## RECORDS FOR THE EXERCISE

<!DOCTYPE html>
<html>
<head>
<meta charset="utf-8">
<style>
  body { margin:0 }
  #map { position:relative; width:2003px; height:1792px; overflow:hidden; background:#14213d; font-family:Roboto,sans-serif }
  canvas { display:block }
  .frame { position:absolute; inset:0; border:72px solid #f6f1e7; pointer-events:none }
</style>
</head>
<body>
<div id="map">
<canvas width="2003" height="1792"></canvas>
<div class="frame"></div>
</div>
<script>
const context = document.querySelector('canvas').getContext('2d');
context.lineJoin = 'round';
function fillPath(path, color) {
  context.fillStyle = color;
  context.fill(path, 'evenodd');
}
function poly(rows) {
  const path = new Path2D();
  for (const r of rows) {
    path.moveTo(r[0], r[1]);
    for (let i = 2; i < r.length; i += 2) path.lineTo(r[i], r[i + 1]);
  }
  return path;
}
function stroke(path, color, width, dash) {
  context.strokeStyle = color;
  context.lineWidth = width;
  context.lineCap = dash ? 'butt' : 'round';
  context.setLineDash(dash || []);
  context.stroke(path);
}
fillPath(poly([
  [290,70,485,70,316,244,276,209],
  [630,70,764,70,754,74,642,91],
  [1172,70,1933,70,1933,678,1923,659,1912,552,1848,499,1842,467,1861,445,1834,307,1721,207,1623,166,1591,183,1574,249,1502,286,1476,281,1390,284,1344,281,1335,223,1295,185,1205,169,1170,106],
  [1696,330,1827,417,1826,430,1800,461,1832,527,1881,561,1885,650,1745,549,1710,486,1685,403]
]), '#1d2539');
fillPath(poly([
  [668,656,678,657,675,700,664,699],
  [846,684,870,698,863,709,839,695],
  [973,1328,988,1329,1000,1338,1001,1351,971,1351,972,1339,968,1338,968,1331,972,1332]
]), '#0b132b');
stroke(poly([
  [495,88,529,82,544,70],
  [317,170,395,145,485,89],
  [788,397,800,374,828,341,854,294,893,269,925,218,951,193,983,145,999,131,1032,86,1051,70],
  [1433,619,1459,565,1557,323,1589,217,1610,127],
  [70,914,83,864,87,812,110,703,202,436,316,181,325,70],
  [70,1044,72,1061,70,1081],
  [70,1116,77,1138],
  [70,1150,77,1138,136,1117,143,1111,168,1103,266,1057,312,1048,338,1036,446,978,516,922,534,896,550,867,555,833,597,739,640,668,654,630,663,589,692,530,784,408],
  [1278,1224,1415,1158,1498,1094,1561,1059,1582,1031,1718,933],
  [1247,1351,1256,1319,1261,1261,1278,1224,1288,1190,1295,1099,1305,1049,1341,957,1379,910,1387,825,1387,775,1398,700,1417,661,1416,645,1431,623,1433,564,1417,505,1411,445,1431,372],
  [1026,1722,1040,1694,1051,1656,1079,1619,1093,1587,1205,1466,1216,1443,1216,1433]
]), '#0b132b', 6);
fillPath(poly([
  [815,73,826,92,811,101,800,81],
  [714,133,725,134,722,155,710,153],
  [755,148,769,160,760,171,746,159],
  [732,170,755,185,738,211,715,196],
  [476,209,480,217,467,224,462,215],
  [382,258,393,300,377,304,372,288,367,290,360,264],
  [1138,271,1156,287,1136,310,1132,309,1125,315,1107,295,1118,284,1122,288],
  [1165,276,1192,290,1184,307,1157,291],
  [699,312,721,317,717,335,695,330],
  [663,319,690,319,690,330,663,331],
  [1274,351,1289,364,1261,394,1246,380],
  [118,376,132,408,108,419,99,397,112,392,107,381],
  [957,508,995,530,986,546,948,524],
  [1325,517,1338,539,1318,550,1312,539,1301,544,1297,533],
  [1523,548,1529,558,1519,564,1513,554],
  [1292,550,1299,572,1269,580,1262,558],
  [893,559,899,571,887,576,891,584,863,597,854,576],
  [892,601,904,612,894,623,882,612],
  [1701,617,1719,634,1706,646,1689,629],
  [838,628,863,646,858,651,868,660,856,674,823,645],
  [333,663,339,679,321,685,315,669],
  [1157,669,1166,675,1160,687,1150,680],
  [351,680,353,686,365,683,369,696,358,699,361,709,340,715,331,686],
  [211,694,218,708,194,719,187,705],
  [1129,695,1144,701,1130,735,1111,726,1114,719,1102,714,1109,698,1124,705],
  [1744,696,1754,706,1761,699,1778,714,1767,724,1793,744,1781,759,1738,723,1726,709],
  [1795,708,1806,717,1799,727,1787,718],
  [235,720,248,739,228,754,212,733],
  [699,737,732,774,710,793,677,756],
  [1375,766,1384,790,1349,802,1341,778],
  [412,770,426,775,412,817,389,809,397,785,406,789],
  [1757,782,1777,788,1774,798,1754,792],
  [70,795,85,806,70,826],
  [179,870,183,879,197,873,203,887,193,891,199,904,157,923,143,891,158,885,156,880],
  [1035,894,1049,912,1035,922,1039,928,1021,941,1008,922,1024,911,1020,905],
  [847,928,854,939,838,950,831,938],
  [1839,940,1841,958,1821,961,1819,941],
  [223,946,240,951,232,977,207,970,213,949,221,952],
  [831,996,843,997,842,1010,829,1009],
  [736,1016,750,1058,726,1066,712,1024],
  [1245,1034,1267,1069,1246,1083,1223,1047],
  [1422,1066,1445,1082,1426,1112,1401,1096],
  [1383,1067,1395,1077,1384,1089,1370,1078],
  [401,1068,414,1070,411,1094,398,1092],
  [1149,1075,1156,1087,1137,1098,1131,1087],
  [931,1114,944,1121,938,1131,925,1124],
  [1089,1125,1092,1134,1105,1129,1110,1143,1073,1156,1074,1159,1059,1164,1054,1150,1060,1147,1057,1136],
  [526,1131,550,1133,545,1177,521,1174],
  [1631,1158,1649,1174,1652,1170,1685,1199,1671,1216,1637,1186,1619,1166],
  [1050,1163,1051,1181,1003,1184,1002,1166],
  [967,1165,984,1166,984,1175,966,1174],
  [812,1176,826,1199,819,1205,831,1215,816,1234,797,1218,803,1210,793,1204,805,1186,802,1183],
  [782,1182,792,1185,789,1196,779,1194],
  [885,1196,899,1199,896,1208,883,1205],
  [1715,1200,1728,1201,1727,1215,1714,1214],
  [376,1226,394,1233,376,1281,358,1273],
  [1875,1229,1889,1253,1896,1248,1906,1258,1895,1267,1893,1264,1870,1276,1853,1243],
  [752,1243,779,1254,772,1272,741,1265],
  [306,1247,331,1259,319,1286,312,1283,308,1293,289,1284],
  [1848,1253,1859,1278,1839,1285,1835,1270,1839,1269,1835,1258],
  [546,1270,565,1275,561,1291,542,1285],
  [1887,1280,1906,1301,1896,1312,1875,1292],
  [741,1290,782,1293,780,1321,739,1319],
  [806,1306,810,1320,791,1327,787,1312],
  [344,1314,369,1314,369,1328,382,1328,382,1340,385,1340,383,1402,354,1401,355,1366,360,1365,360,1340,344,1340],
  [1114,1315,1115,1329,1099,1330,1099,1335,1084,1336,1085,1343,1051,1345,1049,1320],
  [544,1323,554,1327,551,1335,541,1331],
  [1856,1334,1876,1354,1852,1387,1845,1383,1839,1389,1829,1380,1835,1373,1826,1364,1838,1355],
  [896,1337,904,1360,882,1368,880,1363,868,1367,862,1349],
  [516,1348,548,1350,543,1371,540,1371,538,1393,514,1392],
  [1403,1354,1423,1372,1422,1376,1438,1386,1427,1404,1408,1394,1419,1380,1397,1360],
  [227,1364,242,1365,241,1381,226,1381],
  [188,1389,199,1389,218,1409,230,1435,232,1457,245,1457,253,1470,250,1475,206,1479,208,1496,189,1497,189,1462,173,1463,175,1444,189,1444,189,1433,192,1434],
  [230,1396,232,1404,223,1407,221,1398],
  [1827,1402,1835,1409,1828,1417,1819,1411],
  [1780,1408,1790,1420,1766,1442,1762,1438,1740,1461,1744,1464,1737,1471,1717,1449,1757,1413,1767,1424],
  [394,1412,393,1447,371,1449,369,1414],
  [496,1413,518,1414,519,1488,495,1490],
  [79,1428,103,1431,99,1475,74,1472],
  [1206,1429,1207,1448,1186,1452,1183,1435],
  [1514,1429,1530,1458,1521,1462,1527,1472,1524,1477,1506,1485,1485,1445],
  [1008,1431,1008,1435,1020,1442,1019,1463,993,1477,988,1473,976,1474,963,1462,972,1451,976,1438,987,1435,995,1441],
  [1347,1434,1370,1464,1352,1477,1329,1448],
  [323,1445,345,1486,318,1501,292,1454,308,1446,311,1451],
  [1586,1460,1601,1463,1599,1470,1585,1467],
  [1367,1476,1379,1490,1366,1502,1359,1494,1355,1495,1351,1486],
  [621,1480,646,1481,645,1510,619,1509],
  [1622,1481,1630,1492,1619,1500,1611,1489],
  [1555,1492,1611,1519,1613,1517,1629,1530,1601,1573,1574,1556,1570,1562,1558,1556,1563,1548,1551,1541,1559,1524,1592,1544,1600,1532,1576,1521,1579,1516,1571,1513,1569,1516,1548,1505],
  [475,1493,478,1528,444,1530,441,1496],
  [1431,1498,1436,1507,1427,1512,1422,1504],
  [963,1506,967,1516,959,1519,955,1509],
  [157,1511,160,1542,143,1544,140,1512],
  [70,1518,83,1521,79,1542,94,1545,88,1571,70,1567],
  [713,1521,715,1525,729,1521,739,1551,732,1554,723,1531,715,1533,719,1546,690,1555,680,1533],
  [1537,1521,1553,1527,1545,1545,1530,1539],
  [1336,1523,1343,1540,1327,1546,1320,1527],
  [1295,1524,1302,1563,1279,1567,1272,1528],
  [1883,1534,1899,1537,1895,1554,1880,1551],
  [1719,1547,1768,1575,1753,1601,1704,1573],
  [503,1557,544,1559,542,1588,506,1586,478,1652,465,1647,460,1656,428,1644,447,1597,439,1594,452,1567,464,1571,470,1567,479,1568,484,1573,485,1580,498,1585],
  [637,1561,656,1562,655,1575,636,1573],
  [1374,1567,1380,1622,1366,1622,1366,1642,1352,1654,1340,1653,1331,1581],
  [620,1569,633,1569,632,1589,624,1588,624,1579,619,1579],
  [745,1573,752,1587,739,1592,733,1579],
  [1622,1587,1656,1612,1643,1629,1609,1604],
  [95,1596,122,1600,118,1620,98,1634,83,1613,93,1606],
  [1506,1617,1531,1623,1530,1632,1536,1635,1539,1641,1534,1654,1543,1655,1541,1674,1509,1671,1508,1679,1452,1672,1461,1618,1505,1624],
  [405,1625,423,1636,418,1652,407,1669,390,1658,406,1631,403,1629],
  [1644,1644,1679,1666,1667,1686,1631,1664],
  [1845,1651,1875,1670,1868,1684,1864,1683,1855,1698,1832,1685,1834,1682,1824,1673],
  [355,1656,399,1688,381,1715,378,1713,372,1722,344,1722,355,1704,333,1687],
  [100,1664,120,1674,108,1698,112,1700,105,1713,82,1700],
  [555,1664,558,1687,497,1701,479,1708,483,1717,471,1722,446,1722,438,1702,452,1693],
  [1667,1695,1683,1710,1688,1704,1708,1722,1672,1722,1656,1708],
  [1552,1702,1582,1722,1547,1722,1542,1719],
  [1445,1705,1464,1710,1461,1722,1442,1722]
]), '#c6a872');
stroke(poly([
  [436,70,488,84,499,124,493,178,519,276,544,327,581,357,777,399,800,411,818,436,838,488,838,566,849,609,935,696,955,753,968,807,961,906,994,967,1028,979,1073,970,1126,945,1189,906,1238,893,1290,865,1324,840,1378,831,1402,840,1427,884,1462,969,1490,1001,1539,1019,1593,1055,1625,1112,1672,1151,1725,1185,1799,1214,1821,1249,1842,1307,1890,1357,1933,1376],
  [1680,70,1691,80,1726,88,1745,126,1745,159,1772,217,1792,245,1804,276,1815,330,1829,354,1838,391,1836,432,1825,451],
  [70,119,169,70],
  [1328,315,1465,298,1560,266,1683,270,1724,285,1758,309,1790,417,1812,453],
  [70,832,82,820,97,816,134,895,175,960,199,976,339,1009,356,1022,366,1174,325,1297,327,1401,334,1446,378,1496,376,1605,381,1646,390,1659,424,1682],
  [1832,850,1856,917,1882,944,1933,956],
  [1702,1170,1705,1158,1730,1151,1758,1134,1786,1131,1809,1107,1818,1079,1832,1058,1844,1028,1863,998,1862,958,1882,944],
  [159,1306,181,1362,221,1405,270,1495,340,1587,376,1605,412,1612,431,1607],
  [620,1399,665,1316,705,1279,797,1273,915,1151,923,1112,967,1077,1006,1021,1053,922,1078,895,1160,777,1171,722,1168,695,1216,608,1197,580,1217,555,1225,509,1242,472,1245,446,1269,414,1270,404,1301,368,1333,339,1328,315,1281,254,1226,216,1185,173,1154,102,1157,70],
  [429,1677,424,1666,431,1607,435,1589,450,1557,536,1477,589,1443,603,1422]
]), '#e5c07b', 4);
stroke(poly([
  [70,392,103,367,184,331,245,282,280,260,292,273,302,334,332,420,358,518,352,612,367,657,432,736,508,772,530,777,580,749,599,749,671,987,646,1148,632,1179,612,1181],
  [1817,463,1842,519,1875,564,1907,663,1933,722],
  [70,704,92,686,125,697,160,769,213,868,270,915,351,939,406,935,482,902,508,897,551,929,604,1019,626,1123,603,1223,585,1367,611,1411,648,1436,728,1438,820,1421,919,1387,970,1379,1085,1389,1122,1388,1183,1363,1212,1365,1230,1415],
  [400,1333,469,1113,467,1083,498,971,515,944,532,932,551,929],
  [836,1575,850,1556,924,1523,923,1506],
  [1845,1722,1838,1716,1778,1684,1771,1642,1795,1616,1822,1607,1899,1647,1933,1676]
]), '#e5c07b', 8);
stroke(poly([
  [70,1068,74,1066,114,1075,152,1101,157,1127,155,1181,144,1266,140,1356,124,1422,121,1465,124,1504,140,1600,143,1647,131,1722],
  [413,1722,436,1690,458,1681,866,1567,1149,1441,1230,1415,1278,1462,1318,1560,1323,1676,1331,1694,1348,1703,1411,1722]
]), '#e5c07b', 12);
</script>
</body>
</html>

## WORK REQUIRED
Only the lines from the top of the data through the line that contains "context.stroke(path);" should be quoted, exactly as they stand.

## EXERCISE ANSWER
<!DOCTYPE html>
<html>
<head>
<meta charset="utf-8">
<style>
  body { margin:0 }
  #map { position:relative; width:2003px; height:1792px; overflow:hidden; background:#14213d; font-family:Roboto,sans-serif }
  canvas { display:block }
  .frame { position:absolute; inset:0; border:72px solid #f6f1e7; pointer-events:none }
</style>
</head>
<body>
<div id="map">
<canvas width="2003" height="1792"></canvas>
<div class="frame"></div>
</div>
<script>
const context = document.querySelector('canvas').getContext('2d');
context.lineJoin = 'round';
function fillPath(path, color) {
  context.fillStyle = color;
  context.fill(path, 'evenodd');
}
function poly(rows) {
  const path = new Path2D();
  for (const r of rows) {
    path.moveTo(r[0], r[1]);
    for (let i = 2; i < r.length; i += 2) path.lineTo(r[i], r[i + 1]);
  }
  return path;
}
function stroke(path, color, width, dash) {
  context.strokeStyle = color;
  context.lineWidth = width;
  context.lineCap = dash ? 'butt' : 'round';
  context.setLineDash(dash || []);
  context.stroke(path);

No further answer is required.